EXCERPTED RECORDS.
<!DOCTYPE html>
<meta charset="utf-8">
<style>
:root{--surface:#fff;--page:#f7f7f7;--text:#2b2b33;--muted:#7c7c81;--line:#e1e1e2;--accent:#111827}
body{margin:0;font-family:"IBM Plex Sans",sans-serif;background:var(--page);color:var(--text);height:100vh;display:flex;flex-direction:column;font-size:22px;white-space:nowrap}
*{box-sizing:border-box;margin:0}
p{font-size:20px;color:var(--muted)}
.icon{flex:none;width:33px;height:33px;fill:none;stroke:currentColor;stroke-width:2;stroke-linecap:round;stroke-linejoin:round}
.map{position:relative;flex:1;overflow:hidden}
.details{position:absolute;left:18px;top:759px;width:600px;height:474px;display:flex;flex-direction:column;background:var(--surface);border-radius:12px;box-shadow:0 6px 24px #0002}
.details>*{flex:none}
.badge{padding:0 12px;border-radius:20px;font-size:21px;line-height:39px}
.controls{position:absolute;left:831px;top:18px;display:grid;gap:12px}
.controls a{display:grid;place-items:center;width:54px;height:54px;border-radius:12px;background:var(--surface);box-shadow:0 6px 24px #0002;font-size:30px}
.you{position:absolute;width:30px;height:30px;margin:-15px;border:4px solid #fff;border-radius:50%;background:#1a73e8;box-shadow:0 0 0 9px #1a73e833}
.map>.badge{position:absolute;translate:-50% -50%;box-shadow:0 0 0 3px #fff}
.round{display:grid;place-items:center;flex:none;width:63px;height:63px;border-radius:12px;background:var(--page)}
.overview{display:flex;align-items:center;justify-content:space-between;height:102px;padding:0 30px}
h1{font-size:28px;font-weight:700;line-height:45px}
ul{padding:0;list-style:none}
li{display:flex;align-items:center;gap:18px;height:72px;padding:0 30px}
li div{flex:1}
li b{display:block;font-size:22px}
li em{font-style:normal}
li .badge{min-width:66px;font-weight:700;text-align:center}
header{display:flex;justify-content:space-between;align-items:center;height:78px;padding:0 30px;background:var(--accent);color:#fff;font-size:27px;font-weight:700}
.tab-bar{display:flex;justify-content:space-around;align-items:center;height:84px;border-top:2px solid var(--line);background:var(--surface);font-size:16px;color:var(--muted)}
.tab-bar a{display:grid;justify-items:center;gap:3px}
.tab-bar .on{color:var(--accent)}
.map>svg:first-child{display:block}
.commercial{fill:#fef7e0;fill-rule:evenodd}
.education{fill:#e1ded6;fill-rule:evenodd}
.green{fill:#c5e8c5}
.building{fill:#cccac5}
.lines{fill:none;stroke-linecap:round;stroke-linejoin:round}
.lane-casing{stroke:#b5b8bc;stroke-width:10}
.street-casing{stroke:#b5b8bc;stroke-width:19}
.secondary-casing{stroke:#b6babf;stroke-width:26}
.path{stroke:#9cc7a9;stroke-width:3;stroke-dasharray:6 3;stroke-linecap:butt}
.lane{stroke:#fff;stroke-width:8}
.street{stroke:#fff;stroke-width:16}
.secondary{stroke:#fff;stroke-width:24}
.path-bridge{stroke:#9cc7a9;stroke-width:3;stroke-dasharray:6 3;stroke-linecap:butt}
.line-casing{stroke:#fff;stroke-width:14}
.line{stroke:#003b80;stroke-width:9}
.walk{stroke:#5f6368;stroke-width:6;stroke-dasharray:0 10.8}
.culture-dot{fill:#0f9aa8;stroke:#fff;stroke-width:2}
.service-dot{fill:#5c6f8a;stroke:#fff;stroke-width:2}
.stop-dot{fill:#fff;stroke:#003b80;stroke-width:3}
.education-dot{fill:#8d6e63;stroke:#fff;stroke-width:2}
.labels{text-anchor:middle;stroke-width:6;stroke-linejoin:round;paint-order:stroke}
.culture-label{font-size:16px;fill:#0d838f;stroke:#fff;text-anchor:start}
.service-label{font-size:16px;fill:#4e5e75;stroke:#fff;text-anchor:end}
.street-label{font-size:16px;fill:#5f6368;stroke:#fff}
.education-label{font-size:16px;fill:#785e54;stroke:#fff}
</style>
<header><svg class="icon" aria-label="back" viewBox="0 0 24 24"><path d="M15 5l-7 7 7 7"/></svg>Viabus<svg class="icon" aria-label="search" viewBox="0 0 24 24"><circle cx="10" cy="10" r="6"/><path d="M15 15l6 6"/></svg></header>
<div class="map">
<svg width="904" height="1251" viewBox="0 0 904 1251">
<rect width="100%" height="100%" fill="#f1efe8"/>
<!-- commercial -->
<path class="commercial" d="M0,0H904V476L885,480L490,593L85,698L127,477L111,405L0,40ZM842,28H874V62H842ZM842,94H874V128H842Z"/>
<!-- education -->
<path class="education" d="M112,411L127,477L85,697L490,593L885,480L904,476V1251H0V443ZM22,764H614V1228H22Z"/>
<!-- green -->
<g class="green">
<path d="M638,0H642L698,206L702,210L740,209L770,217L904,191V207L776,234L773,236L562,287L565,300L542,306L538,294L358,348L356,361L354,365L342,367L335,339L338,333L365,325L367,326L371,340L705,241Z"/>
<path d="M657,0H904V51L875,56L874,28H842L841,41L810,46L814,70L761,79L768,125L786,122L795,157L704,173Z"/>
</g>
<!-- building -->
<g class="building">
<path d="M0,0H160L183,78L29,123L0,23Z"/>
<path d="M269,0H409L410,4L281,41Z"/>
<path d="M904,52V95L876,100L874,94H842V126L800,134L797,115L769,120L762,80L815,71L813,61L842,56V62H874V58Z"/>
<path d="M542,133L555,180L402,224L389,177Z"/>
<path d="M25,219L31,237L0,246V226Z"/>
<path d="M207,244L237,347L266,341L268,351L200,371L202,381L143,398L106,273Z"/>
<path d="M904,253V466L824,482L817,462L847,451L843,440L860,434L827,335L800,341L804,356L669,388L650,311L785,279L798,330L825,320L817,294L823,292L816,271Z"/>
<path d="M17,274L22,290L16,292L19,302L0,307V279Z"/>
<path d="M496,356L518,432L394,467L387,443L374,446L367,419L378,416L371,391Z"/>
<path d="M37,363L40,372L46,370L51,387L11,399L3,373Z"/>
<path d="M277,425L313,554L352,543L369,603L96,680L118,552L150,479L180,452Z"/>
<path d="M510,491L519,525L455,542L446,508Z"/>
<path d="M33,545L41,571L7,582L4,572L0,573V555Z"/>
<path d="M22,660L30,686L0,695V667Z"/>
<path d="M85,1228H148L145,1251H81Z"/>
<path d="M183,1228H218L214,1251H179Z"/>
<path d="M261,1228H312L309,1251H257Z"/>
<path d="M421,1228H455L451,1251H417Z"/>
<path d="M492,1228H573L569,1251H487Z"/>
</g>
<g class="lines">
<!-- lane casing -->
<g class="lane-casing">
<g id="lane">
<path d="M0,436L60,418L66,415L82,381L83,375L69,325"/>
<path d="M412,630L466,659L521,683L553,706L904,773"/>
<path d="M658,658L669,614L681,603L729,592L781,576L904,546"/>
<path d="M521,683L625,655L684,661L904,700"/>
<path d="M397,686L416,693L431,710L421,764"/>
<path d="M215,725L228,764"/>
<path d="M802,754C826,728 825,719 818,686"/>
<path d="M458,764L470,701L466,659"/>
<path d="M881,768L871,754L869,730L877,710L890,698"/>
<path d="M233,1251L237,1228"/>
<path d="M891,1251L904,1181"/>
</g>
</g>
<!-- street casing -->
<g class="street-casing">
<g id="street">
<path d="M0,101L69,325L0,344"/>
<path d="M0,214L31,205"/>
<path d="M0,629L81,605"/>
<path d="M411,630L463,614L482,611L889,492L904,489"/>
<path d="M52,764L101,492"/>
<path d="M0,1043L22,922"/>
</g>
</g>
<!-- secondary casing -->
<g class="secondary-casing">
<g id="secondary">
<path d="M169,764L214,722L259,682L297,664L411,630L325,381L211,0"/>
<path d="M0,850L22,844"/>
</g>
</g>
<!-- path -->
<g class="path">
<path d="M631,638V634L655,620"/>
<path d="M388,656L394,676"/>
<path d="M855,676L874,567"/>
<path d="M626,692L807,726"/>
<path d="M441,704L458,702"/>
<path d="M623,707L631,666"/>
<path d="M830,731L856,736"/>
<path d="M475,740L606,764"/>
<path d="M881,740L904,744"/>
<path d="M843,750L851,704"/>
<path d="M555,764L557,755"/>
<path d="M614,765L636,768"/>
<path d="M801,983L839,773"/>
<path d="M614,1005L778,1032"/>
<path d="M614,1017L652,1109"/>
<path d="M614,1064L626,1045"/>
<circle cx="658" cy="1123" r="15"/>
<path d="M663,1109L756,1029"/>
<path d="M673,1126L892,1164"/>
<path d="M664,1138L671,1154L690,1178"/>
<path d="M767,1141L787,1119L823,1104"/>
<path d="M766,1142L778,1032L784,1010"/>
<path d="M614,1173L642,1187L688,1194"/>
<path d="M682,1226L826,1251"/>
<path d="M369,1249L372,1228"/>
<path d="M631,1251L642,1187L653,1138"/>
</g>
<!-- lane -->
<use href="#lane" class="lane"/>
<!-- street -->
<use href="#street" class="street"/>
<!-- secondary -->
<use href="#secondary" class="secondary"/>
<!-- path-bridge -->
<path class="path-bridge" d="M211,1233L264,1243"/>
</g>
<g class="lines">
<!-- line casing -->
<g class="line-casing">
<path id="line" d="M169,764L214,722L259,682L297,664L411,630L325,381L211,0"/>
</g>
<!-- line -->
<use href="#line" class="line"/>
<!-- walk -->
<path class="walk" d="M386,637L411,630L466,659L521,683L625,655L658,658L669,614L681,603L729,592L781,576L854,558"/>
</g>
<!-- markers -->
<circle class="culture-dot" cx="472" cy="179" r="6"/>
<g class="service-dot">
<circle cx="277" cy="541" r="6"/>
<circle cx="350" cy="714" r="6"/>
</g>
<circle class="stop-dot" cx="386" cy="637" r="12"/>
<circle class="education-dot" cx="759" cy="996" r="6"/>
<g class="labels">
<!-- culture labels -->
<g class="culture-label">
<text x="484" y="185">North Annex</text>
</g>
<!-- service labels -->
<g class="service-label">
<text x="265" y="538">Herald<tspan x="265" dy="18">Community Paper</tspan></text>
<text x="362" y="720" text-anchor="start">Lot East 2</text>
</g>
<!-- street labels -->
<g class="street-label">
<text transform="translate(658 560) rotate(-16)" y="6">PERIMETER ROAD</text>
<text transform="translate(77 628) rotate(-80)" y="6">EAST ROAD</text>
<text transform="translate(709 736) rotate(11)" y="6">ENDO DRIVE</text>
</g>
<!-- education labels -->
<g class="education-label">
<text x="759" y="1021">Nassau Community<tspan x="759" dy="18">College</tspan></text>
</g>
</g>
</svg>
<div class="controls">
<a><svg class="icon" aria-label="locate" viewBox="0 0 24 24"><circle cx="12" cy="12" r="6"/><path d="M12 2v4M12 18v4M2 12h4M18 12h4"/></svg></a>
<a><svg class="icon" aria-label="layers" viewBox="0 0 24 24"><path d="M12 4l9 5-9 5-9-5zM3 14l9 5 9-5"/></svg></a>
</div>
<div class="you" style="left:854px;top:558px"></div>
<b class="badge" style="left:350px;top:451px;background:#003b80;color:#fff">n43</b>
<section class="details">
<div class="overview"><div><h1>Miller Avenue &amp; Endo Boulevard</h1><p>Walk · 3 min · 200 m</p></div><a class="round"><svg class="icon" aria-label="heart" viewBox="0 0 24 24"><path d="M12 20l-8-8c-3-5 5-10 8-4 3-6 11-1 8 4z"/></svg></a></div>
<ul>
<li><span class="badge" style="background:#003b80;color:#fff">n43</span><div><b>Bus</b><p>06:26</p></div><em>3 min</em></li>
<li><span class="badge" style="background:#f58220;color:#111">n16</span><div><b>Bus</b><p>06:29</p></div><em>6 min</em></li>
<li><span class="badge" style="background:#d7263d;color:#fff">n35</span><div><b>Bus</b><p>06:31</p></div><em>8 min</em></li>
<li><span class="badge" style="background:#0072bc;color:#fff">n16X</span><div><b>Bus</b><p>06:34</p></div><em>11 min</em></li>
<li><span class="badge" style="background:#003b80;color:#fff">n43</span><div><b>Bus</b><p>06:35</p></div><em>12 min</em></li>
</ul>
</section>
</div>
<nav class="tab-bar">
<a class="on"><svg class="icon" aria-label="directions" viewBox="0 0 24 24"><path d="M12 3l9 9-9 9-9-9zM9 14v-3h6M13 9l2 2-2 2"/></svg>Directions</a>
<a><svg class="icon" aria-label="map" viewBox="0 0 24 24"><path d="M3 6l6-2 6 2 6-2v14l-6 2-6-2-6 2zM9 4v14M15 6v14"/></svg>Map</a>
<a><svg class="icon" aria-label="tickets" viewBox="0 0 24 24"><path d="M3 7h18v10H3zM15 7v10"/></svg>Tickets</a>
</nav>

WORK ITEM. A complete answer gives every line of the records holding "transform".

SOLUTION TO THE PROBLEM.
<text transform="translate(658 560) rotate(-16)" y="6">PERIMETER ROAD</text>
<text transform="translate(77 628) rotate(-80)" y="6">EAST ROAD</text>
<text transform="translate(709 736) rotate(11)" y="6">ENDO DRIVE</text>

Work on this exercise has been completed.